To be honest with you Stout or Porter was never really my favourite, and I bought these bottles out of curiosity: how could i say something about this Beer Revolution if I skipped one of its major expressions or styles ? But these beers amazed me and were responsable for a learning moment: I suddenly realised how beer can be as complex as wine, and how much it is a result of someone's personal choices when he blends his malts and hop's. These three were all excellent but they were also so different that I have become very interested in the style.

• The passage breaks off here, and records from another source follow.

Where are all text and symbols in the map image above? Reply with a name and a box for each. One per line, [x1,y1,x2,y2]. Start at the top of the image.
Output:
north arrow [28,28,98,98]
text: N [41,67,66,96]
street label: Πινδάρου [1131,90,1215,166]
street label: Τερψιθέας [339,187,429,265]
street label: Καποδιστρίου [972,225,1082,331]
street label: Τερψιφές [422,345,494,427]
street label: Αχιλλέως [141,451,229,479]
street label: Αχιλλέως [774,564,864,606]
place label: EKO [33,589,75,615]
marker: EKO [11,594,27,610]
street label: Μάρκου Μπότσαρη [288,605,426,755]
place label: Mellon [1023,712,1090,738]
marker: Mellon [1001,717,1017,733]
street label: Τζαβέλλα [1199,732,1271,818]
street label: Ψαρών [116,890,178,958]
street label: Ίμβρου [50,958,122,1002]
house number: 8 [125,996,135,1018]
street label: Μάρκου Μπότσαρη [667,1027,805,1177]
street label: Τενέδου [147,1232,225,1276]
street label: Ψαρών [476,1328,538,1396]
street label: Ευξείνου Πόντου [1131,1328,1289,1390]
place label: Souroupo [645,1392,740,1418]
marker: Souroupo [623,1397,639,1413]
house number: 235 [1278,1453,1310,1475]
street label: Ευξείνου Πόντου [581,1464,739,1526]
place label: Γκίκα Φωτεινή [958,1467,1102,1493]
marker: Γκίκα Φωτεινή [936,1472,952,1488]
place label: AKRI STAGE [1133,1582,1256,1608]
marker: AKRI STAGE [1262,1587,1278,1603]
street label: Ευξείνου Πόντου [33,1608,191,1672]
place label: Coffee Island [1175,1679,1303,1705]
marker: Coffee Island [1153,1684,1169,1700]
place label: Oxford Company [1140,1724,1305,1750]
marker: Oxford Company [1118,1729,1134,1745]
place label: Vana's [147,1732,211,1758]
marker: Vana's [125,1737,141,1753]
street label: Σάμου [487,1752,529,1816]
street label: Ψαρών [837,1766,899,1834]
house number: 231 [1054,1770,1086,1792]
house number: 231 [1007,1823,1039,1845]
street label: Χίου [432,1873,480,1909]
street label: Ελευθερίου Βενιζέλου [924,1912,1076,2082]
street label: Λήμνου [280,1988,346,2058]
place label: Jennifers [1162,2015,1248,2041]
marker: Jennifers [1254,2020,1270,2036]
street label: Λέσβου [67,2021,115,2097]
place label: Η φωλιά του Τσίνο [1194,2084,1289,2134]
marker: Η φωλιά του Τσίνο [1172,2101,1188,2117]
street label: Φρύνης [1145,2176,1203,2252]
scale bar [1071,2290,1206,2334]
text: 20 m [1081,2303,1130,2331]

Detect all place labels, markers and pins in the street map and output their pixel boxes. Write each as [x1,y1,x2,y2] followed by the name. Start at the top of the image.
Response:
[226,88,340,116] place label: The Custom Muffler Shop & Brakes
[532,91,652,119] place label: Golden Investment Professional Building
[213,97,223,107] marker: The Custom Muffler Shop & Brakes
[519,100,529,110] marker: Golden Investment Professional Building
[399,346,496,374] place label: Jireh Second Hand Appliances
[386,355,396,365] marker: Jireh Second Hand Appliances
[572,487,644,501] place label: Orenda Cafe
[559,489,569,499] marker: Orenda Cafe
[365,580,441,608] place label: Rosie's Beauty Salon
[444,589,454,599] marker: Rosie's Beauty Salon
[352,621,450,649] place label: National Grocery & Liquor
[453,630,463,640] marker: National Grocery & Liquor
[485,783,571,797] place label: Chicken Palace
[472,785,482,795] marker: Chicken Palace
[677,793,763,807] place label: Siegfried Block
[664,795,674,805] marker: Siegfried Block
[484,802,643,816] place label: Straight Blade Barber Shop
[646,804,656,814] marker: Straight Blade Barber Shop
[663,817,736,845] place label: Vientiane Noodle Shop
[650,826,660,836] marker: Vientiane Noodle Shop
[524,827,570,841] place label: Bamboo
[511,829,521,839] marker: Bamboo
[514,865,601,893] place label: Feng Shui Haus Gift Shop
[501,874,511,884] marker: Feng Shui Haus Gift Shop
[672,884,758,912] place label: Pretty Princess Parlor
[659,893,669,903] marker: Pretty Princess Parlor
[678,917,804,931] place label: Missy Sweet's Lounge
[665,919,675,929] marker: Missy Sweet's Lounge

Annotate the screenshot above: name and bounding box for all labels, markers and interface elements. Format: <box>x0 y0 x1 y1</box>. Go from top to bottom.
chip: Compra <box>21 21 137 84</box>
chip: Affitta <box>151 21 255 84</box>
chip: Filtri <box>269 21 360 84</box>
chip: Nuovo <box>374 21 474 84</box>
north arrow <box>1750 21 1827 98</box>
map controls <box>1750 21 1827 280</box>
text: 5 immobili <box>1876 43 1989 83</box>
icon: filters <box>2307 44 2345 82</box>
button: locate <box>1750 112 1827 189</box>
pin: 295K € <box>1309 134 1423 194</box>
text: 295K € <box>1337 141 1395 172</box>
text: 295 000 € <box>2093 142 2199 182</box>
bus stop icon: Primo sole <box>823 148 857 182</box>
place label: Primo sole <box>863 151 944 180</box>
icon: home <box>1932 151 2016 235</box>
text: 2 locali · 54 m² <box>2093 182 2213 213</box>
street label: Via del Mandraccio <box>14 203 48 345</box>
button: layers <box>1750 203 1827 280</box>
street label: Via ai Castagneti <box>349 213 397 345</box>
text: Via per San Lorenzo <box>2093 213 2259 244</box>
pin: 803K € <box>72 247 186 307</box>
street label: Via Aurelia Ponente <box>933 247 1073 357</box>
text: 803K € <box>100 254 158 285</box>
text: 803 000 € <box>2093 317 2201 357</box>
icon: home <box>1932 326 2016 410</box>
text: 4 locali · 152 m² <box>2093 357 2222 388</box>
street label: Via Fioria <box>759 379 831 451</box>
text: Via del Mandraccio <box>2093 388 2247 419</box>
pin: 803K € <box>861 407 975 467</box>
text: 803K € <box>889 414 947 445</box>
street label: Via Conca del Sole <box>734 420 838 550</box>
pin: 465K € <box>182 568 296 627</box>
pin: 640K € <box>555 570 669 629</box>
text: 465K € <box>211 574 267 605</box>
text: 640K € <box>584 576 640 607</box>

Stouterik, Brasserie de la Senne - Prince N°1
The unfiltered and unpasteurised beers from this Brussels Brewery are hard to find, even in Belgium, but are allready famous for their quality and their artwork. They started brewing in 2003, in the De Ranke Brewery, and only moved into their own premises in 2010 in Molenbeek, in the heart of town. With 4,5% alcohol it is not a strong beer. It is made with barley and the hops used are East Kent Goldings. Nice aroma's, with toasted malt and also something sweet and caramalised. In the mouth it packs more punch and is very direct like a Guinness. The bitterness of the hops is quite clear. The coffee and caramel of the malt arrives at the end. Very nice. "Stouterik" means naughty boy, the Senne is the small river that ran through Brussels (now underground). 15/20
Zwet.be, 3 Fonteinen - Prince N°2
3 Fonteinen (3 Fountains) is one of the most famous Gueuze breweries of Belgium. Gueuze is a unique beer and is a blend of lambic's. Lambic's are brewed with the help of all other brewers nightmare: wild yeasts. These only occur in one part of Belgium, not far away from Brussels, and here brewers open their fermenting vessels to tempt it in so that Brettanomyces bruxellensis can start it's work. Today most of these are residential in the brewery. This beer is even more special as it is the result of what is called mixed fermentation, a mix of top-fermentation as usually used for Stout and spontaneous fermentation as used for lambic's and gueuze's. Armand De Belder, the owner and master brewer of 3 Fonteinen, created it because he was not so fond of traditional Stout's, and it is brewed in the Proefboerderij, a brewery where everybody can experiment with small batches. The beer has a very strange smell that changes very quickly. It starts as a sour lambic beer, but with undertones of Guinness, and then went very quickly from armpit smell to very exotic perfumes, very complex and interesting. The taste combined the acidity of a gueuze with the touches of chocolate and coffee usual for a Stout, but in a very complete and interesting way. Great beer ! The name zwet.be is pronounced in Brussels as zwet bee, or black beer. 16/20
Created by the Wychwood Brewery in Witney, in the Cotswolds, where the famous English Hobgoblin ale is made. Brewed with four malts (Pale, Black, Crystal and Oats) and three hops (Fuggles, Progress and Challenger). The smell is exotic and female, with perfumes but also sigars, like a high-class 19th century brothel, and with some nice bitter hop-elements. The taste is absolutely fun, with bitters hidden behind fruit and freshness, popping up as you swirl it in your mouth. Extremely drinkable, and a porter for people who don't like porter. 15/20
All beers were tasted in Beer Sommelier glasses designed by Ben Vinken, Flander's Beer Sommelier.